* Available records:

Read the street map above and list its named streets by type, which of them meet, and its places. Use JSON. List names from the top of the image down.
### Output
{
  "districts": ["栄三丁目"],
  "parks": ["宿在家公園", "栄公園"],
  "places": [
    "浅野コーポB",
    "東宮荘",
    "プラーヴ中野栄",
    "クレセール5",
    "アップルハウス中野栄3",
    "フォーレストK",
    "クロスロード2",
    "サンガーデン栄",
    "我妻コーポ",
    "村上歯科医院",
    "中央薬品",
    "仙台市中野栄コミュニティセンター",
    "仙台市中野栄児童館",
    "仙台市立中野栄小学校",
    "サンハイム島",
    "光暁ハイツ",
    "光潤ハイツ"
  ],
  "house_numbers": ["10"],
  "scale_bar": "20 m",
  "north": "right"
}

* Activity: Reproduce the records above in full and with exact wording.

* Answer section:
Read the street map above and list its named streets by type, which of them meet, and its places. Use JSON. List names from the top of the image down.
### Output
{
  "districts": ["栄三丁目"],
  "parks": ["宿在家公園", "栄公園"],
  "places": [
    "浅野コーポB",
    "東宮荘",
    "プラーヴ中野栄",
    "クレセール5",
    "アップルハウス中野栄3",
    "フォーレストK",
    "クロスロード2",
    "サンガーデン栄",
    "我妻コーポ",
    "村上歯科医院",
    "中央薬品",
    "仙台市中野栄コミュニティセンター",
    "仙台市中野栄児童館",
    "仙台市立中野栄小学校",
    "サンハイム島",
    "光暁ハイツ",
    "光潤ハイツ"
  ],
  "house_numbers": ["10"],
  "scale_bar": "20 m",
  "north": "right"
}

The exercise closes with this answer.